The expected answer holds every line from the first line of the data below through the line containing "translate:-100% -50%; text-align:right", exactly as written, and no other line.

Saved entries:
------
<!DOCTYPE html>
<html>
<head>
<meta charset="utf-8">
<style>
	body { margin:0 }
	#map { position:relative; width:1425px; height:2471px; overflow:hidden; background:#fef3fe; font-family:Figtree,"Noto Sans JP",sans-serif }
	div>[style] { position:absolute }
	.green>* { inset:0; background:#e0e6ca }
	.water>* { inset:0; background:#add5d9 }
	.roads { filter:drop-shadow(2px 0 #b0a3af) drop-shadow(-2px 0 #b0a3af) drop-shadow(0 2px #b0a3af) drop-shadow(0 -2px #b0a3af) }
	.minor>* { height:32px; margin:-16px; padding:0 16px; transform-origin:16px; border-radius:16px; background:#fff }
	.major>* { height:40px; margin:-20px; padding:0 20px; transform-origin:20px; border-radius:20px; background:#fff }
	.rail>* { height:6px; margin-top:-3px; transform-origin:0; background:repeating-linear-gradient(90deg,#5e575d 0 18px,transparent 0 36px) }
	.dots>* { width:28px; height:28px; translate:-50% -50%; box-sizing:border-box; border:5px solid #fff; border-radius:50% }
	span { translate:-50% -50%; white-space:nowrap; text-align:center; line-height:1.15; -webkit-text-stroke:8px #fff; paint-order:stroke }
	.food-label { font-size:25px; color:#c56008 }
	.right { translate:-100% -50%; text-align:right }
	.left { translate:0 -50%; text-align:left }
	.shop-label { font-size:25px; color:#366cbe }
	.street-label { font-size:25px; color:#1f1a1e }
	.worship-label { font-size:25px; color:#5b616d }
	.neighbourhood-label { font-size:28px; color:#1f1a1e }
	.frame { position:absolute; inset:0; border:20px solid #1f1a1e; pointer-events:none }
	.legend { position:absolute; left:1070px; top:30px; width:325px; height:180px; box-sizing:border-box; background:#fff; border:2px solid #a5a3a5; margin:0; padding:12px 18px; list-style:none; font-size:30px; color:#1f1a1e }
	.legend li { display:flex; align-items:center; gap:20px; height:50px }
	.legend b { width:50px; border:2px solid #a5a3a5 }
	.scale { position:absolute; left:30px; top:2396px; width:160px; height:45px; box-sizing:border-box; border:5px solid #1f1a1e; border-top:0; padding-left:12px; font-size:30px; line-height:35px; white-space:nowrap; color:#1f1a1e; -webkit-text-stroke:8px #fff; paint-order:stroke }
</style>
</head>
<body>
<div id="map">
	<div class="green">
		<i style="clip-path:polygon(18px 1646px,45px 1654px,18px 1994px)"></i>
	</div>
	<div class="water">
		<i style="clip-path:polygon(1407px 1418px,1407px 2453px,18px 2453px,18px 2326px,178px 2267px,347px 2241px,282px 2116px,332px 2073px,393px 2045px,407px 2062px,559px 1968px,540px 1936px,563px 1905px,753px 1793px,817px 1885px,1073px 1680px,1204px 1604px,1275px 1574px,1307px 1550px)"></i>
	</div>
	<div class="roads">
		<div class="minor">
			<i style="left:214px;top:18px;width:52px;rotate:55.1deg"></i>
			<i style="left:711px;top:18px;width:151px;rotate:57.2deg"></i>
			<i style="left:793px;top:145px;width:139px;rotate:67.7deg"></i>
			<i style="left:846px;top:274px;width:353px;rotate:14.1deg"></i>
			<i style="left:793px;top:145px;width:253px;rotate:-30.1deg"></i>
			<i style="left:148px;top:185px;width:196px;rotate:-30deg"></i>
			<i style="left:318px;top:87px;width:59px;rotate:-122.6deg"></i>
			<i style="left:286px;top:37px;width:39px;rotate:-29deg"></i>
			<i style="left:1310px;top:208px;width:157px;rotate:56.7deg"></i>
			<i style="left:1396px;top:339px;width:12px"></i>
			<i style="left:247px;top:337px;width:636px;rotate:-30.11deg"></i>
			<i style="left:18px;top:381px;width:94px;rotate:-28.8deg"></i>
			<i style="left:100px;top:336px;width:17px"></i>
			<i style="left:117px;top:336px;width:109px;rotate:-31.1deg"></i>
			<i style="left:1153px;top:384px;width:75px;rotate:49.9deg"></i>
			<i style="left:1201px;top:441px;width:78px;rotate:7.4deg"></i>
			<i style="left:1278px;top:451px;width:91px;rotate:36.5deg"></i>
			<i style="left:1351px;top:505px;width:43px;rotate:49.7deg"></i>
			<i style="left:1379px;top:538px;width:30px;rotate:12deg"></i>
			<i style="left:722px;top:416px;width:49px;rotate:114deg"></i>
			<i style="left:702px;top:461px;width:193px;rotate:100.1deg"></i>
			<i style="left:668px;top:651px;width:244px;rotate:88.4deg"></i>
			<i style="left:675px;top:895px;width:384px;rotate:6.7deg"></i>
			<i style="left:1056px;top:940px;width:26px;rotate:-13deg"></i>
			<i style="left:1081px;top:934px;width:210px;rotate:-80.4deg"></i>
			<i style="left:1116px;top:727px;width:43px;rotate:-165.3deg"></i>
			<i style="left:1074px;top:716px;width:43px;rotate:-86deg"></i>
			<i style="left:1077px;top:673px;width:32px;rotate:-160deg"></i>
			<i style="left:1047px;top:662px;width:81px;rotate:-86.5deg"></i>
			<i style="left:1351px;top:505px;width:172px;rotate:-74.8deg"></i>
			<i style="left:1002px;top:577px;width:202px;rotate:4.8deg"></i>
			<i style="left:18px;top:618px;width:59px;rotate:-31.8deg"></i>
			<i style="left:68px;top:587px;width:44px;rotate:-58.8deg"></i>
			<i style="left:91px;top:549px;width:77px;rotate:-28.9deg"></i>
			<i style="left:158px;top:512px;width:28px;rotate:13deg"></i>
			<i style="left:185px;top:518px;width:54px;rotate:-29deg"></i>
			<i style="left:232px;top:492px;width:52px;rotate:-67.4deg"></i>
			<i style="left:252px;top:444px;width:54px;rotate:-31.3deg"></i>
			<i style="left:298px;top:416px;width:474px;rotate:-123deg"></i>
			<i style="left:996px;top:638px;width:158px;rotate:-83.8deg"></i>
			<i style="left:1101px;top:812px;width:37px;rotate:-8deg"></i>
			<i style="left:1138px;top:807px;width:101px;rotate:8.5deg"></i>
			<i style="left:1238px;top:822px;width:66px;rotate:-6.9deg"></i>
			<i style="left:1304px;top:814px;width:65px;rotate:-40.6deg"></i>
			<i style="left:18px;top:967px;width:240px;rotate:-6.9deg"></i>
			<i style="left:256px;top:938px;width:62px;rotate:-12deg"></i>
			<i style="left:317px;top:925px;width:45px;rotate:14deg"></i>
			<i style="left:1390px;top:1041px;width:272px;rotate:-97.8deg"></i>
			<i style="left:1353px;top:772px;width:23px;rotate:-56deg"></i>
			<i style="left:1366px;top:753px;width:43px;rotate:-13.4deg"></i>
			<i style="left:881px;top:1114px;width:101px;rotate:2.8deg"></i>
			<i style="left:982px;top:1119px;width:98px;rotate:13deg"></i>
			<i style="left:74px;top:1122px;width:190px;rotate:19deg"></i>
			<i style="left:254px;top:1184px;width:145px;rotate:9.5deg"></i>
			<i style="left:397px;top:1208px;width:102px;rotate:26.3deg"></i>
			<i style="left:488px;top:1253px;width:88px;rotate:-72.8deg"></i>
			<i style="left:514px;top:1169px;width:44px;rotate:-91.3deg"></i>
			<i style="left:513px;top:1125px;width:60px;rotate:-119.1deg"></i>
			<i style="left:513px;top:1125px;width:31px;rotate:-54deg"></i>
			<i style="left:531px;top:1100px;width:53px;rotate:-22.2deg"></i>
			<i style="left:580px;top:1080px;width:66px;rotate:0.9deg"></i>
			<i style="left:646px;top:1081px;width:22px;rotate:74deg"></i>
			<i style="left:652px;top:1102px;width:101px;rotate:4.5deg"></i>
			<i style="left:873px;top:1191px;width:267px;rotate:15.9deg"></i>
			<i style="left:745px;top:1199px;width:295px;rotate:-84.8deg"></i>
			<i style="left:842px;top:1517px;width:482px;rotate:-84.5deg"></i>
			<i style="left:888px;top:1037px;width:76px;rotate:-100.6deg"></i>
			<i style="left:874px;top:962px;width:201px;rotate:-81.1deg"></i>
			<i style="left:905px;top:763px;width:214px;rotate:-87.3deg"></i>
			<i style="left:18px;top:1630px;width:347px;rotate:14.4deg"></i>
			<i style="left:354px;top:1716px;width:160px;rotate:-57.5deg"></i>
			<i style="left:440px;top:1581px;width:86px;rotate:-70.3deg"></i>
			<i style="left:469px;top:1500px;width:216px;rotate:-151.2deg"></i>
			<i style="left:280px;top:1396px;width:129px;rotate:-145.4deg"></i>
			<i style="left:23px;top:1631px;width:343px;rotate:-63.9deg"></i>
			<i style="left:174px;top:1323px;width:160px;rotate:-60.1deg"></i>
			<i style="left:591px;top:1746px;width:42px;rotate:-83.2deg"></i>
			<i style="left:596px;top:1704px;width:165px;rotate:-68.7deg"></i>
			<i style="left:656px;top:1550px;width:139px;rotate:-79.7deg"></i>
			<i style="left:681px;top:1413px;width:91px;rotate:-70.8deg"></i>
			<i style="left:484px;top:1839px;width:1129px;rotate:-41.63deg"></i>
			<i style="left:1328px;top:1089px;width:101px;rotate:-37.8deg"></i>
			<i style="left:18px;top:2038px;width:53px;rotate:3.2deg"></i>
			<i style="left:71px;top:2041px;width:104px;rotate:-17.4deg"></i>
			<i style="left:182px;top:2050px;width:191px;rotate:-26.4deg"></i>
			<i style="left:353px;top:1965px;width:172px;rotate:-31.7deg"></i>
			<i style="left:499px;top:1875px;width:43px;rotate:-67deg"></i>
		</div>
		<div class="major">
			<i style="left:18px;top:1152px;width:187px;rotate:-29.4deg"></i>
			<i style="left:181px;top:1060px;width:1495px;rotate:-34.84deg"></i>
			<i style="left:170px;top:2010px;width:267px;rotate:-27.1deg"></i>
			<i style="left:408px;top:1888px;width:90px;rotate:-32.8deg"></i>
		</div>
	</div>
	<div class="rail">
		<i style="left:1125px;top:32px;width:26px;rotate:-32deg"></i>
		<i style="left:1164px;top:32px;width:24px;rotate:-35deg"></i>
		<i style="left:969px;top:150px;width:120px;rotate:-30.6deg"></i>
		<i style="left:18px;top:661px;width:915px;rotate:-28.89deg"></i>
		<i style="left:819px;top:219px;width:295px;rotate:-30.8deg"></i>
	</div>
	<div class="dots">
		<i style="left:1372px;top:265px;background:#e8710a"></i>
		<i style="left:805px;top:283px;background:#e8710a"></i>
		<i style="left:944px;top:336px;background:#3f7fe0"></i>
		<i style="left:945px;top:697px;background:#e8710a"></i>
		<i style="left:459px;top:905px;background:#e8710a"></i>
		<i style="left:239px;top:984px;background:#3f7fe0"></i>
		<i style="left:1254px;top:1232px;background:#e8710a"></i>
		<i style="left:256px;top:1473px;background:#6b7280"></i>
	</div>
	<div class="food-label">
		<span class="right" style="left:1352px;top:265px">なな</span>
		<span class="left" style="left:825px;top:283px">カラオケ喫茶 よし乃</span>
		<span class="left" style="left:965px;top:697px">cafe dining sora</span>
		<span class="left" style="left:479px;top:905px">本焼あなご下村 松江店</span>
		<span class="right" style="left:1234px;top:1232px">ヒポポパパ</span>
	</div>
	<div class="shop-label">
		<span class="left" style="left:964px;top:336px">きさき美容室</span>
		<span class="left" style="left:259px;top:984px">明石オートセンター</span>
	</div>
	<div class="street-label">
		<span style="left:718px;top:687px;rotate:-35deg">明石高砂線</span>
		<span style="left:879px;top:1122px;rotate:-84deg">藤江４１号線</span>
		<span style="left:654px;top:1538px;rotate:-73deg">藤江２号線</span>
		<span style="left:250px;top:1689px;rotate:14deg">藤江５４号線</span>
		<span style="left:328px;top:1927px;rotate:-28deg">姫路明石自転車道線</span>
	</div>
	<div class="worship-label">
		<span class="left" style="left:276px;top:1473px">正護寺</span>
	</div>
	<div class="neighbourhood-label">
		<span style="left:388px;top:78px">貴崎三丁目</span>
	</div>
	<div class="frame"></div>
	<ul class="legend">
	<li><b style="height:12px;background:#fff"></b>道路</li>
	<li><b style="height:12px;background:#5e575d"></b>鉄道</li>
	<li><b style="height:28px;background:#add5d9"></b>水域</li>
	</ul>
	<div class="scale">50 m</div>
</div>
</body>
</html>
------
Exercise answer:
<!DOCTYPE html>
<html>
<head>
<meta charset="utf-8">
<style>
	body { margin:0 }
	#map { position:relative; width:1425px; height:2471px; overflow:hidden; background:#fef3fe; font-family:Figtree,"Noto Sans JP",sans-serif }
	div>[style] { position:absolute }
	.green>* { inset:0; background:#e0e6ca }
	.water>* { inset:0; background:#add5d9 }
	.roads { filter:drop-shadow(2px 0 #b0a3af) drop-shadow(-2px 0 #b0a3af) drop-shadow(0 2px #b0a3af) drop-shadow(0 -2px #b0a3af) }
	.minor>* { height:32px; margin:-16px; padding:0 16px; transform-origin:16px; border-radius:16px; background:#fff }
	.major>* { height:40px; margin:-20px; padding:0 20px; transform-origin:20px; border-radius:20px; background:#fff }
	.rail>* { height:6px; margin-top:-3px; transform-origin:0; background:repeating-linear-gradient(90deg,#5e575d 0 18px,transparent 0 36px) }
	.dots>* { width:28px; height:28px; translate:-50% -50%; box-sizing:border-box; border:5px solid #fff; border-radius:50% }
	span { translate:-50% -50%; white-space:nowrap; text-align:center; line-height:1.15; -webkit-text-stroke:8px #fff; paint-order:stroke }
	.food-label { font-size:25px; color:#c56008 }
	.right { translate:-100% -50%; text-align:right }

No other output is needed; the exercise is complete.